While you started off with clients using DH_anon plus renegotiation,
you are now quoting clients that completely botch server authentication.


> 
> http://search.cpan.org/dist/Net_SSLeay.pm/SSLeay.pm
> > At this moment the implementation of verify_callback is crippeled in 
> > the sense that at any given time there can be only one call back 
> > which is shared by all SSL contexts, sessions and connections...
> > ...
> > KNOWN BUGS AND CAVEATS
> > 
> > Callback set using SSL_set_verify() does not appear to work. This may
> > well be eay problem (e.g. see ssl/ssl_lib.c line 1029). Try using
> > SSL_CTX_set_verify() instead and do not be surprised if even this
> > stops working in future versions.
> > 
> > Callback and certificate verification stuff is generally too little
> > tested.
> 
> Except perhaps things using a higher-level
> Net::HTTP("https://dns.name/")-type API.
> 
> Take a look at the client example code:
> http://search.cpan.org/dist/Net_SSLeay.pm/SSLeay.pm#EXAMPLES
> I would say it's vulnerable to this except that it doesn't bother to
> check the name on the cert at all. :-)
> 
> Show me one tutorial on the web of "Here's how to use this SSL/TLS
> library safely" which provides example code that does this correctly. It
> may exist, but I haven't found it yet. The fact that I haven't found it
> suggests strongly to me that there are plenty of vulnerable client apps
> out there.

What you quote is SSL clients that effectively do not perform
server endpoint identification at all, not even the weak endpoint
identification suggested by rfc-2818 (HTTP over TLS).
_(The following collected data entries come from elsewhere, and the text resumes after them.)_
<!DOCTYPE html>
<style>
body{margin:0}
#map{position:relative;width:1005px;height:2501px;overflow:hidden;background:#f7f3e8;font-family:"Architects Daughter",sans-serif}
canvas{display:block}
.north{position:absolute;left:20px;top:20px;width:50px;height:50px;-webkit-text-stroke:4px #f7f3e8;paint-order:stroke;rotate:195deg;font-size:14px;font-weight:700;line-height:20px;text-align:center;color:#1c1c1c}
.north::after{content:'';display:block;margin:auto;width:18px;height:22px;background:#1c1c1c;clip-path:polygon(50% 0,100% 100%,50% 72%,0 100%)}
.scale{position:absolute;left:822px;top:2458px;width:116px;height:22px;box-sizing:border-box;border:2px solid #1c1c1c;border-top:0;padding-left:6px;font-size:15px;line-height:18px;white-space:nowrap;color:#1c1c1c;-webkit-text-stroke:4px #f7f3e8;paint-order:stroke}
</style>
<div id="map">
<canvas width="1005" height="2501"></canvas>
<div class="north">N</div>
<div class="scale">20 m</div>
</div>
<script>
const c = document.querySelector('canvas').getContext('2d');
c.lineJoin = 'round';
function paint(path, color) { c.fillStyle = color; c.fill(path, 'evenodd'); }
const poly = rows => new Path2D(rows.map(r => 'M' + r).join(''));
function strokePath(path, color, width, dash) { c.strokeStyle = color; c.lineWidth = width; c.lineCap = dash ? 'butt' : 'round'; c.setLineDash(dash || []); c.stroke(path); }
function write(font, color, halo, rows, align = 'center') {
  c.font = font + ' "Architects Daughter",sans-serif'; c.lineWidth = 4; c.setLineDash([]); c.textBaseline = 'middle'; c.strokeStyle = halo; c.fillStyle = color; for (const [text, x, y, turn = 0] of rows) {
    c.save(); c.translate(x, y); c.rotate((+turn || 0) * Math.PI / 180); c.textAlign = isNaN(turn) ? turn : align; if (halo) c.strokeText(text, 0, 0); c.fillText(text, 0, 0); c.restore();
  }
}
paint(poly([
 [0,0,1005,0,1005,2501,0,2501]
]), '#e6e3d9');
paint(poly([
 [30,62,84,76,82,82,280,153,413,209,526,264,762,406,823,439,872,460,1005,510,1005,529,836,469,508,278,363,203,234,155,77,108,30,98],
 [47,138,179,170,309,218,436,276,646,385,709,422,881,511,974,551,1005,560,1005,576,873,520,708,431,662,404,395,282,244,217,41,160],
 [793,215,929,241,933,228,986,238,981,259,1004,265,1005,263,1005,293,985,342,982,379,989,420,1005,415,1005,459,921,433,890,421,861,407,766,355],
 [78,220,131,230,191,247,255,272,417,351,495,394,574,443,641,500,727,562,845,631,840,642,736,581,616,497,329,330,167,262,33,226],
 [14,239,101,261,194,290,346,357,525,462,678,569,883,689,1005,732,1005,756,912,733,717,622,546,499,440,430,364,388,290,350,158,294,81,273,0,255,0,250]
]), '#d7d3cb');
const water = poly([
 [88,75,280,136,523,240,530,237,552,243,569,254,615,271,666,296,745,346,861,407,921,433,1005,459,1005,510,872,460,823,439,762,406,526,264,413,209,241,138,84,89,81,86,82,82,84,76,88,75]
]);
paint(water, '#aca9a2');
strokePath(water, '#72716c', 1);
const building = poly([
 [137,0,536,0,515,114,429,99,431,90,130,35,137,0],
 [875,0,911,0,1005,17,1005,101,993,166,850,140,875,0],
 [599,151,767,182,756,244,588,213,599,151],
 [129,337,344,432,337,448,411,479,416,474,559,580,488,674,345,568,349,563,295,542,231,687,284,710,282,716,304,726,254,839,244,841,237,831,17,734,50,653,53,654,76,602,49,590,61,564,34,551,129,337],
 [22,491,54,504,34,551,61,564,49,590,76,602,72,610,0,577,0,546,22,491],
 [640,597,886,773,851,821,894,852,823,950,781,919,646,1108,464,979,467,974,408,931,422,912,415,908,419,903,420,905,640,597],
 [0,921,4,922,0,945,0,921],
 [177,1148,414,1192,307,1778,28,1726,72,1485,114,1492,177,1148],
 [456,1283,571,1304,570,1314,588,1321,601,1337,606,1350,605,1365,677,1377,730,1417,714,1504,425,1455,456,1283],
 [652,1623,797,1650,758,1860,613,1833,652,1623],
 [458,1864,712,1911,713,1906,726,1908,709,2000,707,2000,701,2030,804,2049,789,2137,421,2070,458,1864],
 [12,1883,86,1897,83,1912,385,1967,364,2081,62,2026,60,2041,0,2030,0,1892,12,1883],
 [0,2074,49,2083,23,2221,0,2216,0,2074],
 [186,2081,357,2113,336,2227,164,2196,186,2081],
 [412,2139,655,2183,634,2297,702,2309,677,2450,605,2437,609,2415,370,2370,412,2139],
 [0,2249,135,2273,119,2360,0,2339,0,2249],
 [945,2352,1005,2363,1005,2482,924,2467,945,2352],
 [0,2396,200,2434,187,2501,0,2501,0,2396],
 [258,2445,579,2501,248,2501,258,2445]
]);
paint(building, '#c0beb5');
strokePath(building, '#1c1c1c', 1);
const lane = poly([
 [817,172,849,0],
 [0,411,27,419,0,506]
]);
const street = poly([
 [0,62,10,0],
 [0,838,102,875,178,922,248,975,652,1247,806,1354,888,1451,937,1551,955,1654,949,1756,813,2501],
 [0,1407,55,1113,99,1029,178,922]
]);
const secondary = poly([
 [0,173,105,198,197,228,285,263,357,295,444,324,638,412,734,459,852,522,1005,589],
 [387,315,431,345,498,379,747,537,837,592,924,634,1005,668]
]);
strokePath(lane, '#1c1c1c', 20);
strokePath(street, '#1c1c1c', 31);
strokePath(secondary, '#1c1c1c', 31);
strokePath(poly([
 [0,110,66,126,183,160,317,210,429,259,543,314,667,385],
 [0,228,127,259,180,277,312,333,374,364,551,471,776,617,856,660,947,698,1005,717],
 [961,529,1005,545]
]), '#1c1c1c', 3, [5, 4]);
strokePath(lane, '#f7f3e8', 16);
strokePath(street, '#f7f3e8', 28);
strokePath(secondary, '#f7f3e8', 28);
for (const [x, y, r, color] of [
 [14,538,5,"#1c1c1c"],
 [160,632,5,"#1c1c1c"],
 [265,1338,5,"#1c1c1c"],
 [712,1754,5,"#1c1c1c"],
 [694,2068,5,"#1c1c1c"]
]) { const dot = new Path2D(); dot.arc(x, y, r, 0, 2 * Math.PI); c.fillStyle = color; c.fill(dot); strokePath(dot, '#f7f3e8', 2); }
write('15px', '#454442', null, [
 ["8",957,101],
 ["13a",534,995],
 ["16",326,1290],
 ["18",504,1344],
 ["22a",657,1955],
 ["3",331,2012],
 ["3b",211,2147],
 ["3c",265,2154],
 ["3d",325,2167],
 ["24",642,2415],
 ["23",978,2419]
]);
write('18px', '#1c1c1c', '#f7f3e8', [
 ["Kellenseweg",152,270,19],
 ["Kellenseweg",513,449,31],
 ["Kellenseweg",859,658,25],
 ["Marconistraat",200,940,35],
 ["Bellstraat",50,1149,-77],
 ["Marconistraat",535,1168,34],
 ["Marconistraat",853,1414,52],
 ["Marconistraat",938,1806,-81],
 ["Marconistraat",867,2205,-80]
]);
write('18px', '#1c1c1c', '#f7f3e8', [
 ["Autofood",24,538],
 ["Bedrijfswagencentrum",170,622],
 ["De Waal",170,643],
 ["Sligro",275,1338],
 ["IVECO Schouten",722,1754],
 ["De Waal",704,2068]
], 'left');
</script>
To such clients, an MitM attacker can always perform a complete
server impersonation, and secure TLS renegotiation is not going
to affect that at all.  Unless the core TLS protocol offers
some kind of channel bindings (which the current spec doesn't),
there is no need to splice TLS sessions.  A simple traditional MitM 
is perfectly sufficient to attack all scenarios that do not use
SSL client certs (which is the vast majority), but either
basic authentication, form-based authentication, cookie-based
authentication or "negotiate" authentication (NTLM or Kerberos tokens).


Please do _not_ mislead others about what secure TLS renegotiation
addresses and fixes, and what it leaves untouched and in whatever
miserable situation that it has always been.